After the longest teaser campaign ever, Toyota released the new A90 Supra. I’ve been waiting for this one since 2007 when Nissan released the GTR, effectively bringing back the Skyline.

The FT-1 and the GR Supra Racing Concept looked amazing, and all that extended teasing was working wonders. And then they finally dropped it at the Detroit Motor Show earlier this month. You know that “wah wah waahh” trombone noise that epitomises fails? That was the only thing echoing in my head as I thought of all the money I was saving up to buy one.

There is already enough on the A90 out there so don’t even get me started on the fact that under the bonnet it’s a BMW Z4. It will therefore be underpowered. Even if the rumours of a turbo-charged version or a hybrid Lexus v6 engine are true, it still isn’t enough juice. I don’t know how Toyota expect to compete with the GTR and the NSX. Maybe they’re not planning to. I guess that is for them to know and me to find out.

What I do know is that I don’t like the way the A90 looks, at all. The design sends all the wrong messages. The beefiness from the GR concept is all but gone, and it just looks like slightly larger MX-5 (which is also ugly).

I feel like they didn’t think about what the old Supra actually meant to people. Yes, the car wasn’t that powerful out of the box. But the engine was engineered in such a way that anyone could easily slap a massive turbo on there and get 600 bhp. And that’s how people have since viewed it; as a beast.

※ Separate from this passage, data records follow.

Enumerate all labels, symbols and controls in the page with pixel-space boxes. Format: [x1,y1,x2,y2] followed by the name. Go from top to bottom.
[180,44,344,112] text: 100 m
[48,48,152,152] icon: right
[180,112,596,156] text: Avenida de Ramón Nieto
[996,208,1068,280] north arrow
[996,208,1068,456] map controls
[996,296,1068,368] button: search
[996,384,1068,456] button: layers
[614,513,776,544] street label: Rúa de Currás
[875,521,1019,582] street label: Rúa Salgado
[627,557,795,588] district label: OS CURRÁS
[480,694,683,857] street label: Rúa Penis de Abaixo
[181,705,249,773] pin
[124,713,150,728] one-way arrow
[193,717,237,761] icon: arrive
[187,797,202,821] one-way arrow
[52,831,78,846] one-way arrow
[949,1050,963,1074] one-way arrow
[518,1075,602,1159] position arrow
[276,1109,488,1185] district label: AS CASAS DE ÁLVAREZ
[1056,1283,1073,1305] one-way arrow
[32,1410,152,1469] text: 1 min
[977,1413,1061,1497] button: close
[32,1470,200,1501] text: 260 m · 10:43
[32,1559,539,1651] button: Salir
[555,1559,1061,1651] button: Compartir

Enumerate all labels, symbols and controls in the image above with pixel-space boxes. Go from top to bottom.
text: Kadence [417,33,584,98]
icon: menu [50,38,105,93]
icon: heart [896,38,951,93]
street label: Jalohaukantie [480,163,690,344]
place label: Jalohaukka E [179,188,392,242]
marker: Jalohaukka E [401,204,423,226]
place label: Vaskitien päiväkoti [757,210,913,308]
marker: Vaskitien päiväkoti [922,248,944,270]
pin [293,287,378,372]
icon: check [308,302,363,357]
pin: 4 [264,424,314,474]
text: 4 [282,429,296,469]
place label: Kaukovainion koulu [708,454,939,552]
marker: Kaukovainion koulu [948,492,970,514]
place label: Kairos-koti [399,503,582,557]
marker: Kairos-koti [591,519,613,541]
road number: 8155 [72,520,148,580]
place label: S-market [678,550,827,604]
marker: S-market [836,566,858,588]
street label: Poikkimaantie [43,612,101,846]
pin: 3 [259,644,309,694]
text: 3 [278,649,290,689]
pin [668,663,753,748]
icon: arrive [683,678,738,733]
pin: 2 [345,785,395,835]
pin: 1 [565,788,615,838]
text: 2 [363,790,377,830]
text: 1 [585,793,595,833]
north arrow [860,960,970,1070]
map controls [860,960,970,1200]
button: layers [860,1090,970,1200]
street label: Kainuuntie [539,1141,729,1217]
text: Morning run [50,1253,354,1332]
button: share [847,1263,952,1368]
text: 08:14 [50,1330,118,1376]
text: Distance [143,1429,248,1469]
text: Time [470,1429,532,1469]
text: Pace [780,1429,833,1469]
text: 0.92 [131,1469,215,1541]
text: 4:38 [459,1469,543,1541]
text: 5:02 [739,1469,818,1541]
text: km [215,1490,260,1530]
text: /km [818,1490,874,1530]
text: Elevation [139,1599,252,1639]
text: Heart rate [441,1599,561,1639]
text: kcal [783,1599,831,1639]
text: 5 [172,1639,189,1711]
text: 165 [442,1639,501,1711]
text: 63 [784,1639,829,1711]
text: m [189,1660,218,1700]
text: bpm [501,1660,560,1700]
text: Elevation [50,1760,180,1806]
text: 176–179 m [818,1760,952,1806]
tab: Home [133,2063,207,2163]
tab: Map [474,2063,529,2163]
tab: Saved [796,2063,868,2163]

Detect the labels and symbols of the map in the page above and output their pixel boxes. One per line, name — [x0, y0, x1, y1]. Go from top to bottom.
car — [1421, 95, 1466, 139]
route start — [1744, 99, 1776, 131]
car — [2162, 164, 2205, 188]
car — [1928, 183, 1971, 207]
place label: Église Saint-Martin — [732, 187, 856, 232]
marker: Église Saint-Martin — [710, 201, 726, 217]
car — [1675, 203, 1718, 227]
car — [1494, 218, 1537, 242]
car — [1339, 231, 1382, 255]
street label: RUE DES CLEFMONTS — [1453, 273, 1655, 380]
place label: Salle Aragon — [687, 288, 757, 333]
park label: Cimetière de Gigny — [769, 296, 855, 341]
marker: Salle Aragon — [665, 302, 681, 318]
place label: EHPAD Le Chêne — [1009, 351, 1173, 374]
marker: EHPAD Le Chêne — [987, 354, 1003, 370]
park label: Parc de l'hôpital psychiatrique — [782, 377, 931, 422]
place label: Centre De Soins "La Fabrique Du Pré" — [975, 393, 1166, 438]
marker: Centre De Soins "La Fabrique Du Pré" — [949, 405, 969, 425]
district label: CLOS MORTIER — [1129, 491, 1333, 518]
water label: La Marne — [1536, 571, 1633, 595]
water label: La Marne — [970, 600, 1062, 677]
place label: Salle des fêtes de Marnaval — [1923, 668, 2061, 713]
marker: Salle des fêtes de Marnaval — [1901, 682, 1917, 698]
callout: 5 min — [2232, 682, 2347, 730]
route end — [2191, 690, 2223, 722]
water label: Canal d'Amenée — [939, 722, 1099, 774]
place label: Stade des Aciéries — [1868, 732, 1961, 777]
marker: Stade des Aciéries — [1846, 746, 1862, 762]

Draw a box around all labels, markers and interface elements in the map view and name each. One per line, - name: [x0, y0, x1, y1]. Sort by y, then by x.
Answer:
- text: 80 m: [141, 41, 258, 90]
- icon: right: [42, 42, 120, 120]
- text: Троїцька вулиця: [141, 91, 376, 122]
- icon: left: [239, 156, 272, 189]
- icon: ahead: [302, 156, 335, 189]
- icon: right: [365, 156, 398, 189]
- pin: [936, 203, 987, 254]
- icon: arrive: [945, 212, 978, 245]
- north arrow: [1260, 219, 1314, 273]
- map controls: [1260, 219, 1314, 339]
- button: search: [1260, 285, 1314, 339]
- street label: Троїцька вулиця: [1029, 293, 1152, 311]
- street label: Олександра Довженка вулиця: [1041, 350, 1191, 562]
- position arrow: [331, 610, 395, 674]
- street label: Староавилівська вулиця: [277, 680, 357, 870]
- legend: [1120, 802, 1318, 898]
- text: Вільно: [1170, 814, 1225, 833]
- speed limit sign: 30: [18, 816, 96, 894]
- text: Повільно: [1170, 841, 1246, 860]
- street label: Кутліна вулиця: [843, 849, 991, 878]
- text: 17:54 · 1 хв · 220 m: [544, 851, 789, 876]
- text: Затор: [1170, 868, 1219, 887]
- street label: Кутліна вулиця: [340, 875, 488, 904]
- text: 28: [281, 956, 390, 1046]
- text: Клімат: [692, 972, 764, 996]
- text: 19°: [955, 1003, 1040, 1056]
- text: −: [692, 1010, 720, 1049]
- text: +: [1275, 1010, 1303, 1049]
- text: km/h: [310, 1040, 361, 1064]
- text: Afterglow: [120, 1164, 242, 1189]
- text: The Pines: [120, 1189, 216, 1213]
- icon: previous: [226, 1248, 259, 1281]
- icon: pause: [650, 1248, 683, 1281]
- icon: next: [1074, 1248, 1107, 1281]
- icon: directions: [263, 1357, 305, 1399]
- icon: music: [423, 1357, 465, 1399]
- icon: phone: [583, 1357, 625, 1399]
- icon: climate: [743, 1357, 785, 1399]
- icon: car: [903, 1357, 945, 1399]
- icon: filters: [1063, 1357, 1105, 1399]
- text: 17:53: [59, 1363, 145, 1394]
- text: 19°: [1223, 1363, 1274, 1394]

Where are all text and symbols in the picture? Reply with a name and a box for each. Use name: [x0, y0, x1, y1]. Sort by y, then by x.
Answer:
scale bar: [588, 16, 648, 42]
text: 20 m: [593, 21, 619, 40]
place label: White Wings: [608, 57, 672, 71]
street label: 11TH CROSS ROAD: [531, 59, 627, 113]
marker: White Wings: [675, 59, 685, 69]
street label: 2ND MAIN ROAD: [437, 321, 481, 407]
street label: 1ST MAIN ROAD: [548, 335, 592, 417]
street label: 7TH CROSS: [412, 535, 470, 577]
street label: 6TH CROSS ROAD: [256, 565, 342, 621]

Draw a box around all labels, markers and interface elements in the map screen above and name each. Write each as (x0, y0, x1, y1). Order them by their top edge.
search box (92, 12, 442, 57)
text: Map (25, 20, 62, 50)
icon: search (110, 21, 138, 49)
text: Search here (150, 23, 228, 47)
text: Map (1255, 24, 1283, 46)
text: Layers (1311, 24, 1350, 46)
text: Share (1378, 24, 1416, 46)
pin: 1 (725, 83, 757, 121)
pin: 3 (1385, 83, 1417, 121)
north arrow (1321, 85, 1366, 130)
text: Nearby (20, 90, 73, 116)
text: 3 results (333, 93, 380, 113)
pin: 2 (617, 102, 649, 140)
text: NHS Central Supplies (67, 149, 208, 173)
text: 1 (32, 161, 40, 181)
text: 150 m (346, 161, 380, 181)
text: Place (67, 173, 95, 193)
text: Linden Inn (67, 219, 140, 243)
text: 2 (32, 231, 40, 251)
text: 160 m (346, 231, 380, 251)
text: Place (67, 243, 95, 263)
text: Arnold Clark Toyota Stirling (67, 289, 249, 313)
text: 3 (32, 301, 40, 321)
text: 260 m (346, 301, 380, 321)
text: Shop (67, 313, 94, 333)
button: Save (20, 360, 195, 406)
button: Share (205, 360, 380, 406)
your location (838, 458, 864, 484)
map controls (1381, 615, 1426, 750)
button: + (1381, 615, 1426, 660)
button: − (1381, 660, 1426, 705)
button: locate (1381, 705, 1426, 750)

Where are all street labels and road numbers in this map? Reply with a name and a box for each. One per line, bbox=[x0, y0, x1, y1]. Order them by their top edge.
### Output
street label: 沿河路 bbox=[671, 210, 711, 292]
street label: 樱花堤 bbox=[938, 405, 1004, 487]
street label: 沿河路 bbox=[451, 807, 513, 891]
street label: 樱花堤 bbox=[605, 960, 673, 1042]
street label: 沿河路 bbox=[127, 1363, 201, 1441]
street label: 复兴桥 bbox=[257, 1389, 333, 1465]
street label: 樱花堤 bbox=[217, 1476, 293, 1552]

The A90 is also a perfect example of a car that they should have stopped designing way earlier than they actually did. As someone who genuinely loves Japanese sports cars, this was the straw that broke the camel. It led me to think about what the actual hell has happened to Japanese car design.

Early Japanese performance cars were inspired by the European and American cars they were built to rival. This mentality created some seriously attractive stuff. The prime example being the Toyota 2000GT. It’s pretty obvious it was modelled after the Jaguar E-Type. But is that a bad thing? Shouldn’t we take inspiration from things we admire?

Another example of “stealing done right” is the Datsun C110 “Kenmeri” Skyline, clearly inspired by the American muscle cars of the 70s. It’s a beastly thing. Wide, with a huge fast-back rear-end. Pure sex, if you ask me. Datsun, now Nissan, also got the iconic 240Z just right. Another design lift from European sports cars carried out perfectly.

In the 80’s and 90’s Japanese car design moved to its own space with cars that a lot of people think are bland. Let them say what they want. That era gave birth to some of the most iconic machines: The Skylines, the RX7, the NSX, the Impreza WRX, the Lancer Evo and the A80 Supra!

There is something the designs of these cars did so incredibly well: they kept it simple and honest. They weren’t trying to be something they’re not, and they were unpretentious. I swear, if the current Civic Type R was a person I’d slap it. It would be boasting about its 3 differently sized exhausts, its 4 billion fake air vents and more trims than a Chinese suit.

Japanese car designers these days just seem bewildered. They’re so worried about setting themselves apart and being unique, that they forgot the basics. I’ve kept my commentary to sportier cars up until now, but the design chaos applies to all Japanese cars.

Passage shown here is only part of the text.